Not only are you legally obliged to protect your employees’ rights, you are almost always the one who is going to pay when risks to them aren’t addressed. This is most true of workplace health and safety. Workers’ compensation costs can be drastically reduced by implementing a safety code and taking the time to regularly educate employees. You can even appoint someone within the business as a safety manager, making it their duty to ensure you’re complying with OSHA regulations. One of the other most common risks in the workplace is that of workplace harassment, bullying, and discrimination. You don’t have to participate, but you will be the one to get the blame if you have no effective HR channels and policies in place to allow for reporting and disciplinary action to tackle such cases.

The information

Businesses deal with a lot of sensitive information. There are financial records, correspondence with banks/funders, personal information about employees, and even internal communication can be dangerous if it ends up in the wrong hands. Access to sensitive information has to be strictly controlled. Keep locks on any cabinets and make sure only those authorized to view or use that information have the keys. The same goes for password protecting any computers containing that information and using different levels of access amongst the staff to decide who gets to access what.
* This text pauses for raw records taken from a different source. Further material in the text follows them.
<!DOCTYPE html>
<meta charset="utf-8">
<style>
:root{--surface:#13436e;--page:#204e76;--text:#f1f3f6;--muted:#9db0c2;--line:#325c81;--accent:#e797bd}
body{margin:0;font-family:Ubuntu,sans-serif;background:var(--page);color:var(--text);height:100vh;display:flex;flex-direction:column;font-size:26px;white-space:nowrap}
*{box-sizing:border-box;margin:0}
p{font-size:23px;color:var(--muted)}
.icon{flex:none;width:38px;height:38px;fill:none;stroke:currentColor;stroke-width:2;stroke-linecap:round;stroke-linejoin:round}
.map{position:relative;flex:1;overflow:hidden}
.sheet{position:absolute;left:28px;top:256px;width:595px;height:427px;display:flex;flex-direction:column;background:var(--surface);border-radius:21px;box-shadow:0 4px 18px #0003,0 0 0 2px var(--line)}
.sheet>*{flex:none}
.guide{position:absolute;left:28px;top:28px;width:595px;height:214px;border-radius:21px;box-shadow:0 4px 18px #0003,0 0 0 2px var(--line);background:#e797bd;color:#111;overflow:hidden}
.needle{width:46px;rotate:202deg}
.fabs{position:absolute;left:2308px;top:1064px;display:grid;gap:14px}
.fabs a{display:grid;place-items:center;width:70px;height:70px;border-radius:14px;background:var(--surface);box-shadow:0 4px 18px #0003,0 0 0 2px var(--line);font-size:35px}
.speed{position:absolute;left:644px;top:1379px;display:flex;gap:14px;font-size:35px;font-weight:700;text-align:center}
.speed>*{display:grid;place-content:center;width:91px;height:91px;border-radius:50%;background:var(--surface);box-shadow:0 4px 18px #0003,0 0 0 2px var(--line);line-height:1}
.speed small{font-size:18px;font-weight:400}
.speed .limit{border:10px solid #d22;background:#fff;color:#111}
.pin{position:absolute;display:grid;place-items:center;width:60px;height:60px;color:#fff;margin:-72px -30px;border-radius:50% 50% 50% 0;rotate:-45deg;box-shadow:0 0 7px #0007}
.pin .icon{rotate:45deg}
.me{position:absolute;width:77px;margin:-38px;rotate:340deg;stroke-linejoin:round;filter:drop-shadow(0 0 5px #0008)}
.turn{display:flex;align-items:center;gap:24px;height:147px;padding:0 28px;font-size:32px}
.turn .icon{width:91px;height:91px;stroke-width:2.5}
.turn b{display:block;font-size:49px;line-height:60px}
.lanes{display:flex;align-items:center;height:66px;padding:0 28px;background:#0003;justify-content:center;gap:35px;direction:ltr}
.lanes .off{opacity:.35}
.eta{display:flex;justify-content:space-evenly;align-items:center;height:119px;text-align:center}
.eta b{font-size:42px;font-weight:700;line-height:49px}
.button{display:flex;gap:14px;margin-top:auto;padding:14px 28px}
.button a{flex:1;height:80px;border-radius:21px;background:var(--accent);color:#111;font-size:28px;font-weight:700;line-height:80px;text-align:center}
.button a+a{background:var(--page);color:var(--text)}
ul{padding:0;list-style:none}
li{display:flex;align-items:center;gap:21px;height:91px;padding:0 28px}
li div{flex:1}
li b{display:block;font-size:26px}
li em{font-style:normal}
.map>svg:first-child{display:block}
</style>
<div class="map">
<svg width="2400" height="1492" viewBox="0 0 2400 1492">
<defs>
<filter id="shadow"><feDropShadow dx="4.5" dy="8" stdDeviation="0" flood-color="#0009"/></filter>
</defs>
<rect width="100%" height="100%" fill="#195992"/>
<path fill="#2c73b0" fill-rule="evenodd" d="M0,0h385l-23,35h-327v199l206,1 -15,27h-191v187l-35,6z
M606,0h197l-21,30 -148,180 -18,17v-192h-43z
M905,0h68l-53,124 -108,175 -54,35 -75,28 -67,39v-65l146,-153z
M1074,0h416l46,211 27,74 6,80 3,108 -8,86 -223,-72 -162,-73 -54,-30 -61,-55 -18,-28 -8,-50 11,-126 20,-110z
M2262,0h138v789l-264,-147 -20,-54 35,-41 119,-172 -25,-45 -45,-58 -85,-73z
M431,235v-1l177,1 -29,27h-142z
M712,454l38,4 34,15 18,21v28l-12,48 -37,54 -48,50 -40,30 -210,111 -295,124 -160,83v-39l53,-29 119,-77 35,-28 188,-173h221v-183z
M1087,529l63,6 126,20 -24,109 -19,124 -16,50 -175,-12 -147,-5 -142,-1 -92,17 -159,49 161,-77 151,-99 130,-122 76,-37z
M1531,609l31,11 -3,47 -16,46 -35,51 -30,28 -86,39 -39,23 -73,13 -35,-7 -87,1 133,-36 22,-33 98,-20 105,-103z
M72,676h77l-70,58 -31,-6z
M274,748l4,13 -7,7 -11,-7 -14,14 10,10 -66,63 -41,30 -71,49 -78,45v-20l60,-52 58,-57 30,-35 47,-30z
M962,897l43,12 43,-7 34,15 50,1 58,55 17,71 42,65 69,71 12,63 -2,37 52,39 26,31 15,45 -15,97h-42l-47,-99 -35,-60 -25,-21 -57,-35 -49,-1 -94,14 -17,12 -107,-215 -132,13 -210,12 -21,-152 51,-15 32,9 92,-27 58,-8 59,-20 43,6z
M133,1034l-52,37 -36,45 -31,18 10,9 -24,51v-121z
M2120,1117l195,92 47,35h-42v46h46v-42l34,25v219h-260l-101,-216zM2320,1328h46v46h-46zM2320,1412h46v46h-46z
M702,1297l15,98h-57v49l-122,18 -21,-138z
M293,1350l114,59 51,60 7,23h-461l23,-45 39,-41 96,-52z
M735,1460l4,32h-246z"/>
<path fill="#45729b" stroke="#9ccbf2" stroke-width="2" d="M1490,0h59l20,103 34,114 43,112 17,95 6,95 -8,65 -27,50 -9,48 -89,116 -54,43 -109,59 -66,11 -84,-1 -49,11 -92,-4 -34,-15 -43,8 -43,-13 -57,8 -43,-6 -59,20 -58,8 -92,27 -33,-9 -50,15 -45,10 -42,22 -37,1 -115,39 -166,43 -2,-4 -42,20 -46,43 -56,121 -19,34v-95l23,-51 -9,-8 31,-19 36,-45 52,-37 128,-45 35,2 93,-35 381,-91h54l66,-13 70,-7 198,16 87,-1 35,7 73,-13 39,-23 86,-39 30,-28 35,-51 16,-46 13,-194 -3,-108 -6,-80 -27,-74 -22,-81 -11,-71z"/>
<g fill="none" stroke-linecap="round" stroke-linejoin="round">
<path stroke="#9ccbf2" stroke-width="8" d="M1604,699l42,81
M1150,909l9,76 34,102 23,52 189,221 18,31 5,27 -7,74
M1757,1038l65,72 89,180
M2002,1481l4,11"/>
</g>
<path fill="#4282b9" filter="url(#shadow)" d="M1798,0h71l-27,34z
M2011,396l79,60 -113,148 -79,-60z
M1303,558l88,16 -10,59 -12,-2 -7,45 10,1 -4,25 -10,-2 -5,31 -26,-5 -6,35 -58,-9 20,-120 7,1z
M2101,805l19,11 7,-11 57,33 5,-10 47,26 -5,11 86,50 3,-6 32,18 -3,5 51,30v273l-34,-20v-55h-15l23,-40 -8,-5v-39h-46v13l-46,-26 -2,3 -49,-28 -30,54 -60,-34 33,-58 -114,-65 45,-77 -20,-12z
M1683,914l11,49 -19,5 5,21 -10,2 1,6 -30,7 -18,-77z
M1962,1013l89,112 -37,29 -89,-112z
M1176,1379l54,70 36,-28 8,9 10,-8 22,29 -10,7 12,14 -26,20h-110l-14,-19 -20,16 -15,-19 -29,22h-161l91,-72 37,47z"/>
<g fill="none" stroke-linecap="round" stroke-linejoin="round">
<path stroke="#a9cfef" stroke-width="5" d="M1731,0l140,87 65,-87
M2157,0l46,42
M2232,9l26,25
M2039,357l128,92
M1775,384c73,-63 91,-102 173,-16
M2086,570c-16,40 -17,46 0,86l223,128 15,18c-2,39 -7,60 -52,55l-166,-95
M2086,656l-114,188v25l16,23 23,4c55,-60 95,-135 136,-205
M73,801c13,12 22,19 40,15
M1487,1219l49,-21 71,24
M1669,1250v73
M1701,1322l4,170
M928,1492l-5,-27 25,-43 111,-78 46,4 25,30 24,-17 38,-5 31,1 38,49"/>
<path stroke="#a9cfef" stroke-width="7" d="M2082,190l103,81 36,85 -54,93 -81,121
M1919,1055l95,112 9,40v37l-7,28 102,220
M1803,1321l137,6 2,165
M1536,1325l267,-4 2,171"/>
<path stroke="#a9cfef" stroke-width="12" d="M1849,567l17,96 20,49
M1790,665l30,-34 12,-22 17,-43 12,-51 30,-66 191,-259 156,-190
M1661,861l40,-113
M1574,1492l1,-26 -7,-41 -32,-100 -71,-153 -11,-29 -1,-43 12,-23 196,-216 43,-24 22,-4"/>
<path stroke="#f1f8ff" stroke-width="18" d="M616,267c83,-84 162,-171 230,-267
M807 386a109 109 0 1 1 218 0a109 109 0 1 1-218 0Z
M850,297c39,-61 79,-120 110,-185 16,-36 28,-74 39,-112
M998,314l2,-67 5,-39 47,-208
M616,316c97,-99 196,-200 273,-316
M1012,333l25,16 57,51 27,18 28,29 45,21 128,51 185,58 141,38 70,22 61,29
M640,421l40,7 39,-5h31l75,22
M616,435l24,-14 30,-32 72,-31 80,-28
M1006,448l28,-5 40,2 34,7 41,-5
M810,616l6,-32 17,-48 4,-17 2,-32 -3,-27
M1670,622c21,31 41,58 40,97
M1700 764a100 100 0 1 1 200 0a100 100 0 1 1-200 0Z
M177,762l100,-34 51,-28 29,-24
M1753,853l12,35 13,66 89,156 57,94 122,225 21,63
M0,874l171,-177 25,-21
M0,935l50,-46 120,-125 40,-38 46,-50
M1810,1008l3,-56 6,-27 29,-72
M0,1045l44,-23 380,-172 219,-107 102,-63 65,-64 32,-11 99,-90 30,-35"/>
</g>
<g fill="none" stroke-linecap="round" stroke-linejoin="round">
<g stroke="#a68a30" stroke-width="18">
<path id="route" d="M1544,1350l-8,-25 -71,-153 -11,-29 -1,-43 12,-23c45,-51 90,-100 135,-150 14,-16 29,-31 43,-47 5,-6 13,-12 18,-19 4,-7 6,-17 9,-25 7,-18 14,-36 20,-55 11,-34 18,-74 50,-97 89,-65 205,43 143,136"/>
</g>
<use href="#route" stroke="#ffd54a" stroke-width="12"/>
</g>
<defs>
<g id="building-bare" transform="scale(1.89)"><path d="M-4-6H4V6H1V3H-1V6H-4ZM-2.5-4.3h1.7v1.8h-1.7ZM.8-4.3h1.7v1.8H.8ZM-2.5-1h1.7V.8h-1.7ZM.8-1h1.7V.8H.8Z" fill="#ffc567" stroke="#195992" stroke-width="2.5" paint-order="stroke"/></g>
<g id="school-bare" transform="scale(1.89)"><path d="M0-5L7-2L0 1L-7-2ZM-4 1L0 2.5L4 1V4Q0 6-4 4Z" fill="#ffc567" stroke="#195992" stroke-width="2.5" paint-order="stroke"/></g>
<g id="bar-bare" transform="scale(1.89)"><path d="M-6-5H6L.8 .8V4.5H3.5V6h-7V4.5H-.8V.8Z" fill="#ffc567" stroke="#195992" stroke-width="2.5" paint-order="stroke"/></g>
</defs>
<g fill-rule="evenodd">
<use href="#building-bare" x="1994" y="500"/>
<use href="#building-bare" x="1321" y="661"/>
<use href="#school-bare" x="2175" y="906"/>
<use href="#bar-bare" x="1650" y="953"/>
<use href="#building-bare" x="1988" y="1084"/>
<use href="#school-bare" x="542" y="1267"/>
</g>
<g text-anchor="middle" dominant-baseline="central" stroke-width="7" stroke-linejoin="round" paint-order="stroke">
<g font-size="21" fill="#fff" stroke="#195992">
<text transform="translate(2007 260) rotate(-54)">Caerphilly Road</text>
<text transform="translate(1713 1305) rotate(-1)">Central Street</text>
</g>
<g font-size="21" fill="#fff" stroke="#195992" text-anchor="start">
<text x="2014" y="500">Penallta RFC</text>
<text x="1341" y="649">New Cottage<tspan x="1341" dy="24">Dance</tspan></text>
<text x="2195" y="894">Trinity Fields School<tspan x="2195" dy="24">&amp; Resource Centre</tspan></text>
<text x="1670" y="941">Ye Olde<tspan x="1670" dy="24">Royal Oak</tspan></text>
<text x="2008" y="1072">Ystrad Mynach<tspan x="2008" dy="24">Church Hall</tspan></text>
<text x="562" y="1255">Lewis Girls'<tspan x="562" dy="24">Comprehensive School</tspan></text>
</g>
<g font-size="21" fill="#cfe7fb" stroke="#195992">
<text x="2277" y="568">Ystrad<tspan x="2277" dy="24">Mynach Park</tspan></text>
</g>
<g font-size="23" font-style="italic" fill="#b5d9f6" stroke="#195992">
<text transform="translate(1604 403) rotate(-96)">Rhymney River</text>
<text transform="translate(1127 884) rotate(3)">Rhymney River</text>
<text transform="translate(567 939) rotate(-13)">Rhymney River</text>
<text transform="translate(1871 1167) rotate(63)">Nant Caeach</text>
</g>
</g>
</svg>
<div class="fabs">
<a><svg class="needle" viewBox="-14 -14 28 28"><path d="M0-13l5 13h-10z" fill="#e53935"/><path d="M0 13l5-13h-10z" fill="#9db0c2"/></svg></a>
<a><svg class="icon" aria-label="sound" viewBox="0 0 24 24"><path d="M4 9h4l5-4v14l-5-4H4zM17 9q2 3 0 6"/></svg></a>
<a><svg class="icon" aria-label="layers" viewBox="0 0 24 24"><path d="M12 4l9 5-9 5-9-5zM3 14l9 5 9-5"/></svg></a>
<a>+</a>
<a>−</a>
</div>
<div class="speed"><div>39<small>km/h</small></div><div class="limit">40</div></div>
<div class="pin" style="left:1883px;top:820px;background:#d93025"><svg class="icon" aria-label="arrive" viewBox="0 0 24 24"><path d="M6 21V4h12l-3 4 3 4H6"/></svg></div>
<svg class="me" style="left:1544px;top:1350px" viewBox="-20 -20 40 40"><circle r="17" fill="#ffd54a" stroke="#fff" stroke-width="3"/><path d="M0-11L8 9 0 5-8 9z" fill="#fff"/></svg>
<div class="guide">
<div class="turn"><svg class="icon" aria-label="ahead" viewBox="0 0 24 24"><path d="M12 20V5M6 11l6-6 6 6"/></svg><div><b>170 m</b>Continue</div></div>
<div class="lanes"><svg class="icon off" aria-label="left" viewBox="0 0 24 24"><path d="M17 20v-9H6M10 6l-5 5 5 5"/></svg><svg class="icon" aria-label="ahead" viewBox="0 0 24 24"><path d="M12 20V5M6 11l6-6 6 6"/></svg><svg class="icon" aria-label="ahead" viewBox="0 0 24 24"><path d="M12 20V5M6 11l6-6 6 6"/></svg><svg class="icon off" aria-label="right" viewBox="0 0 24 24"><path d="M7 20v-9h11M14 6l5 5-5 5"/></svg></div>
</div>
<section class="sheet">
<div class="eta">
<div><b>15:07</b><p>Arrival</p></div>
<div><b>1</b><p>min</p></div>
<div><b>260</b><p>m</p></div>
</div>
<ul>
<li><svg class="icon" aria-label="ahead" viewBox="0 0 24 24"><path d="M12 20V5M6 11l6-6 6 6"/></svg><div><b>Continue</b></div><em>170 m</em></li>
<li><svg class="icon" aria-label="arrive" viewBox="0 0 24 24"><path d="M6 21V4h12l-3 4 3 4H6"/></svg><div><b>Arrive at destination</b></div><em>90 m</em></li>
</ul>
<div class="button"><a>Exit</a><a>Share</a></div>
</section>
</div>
Don’t skip using the shredder, either. Never throw out a full or only partially torn document. Read here for more information on business data protection. Businesses and customers alike get targeted by scams born from the wrong people acquiring the wrong information.


The cash flow

Naturally, you have to protect the cash, itself. The balance of your incomings and outgoings throughout the year is known as your cash flow, and there several problems that can threaten to disrupt it. Some of them are natural, such as seasonal highs and lows or changes in economic conditions that you can prepare to scale back for. Then there’s element of how you manage incoming cash. If using credit, you need to be able to establish a credit profile and choose the customers most likely to prove reliable payers. If you’re using invoices, then you need to automate them and send them off quickly, with payment agreements that ensure you’re not kept waiting too long for your money. It’s also worth identifying sources of credit for yourself, such as business loans and invoicing credit, to help you ride over any bumps.

The brand

Your brand costs money, too. Think of the designers and advertisers you pay, how much you spend on online marketing, and the time and effort that goes into making your customers happy. The brand is your reputation, and it can be damaged just as much as any other aspect of the business. Particularly in the online world, it’s easy for a disgruntled employee, customer, or even competitor to damage your reputation. You can, however, use reputation management services to ensure that any false or out-of-date information isn’t presented as fact, damaging the business image. It’s worth being proactive in tackling negative reviews with an aim to gain feedback and resolve issues. Recovering from a mistake publicly and even apologizing can be very beneficial to the brand in the long-term.


The customer

A customer puts a certain amount of trust in the business and you’re legally obliged to ensure that trust is met. If you fall into the pitfalls of inaccurate marketing and poor customer treatment, there’s a significant legal danger to the business as well. But the most prevalent risk to customers as of late is for those businesses using websites. If you request any personal information, passwords, or financial details, your site needs to be secured. Getting a high-quality SSL certificate can help protect that confidential information.

Every business is going to have its road bumps and you should expect that not every investment is going to pay off and not every risk is going to be avoided. However, being resilient and keeping an eye out for risks to the business is essential if you want to run a tight ship and turn a profit.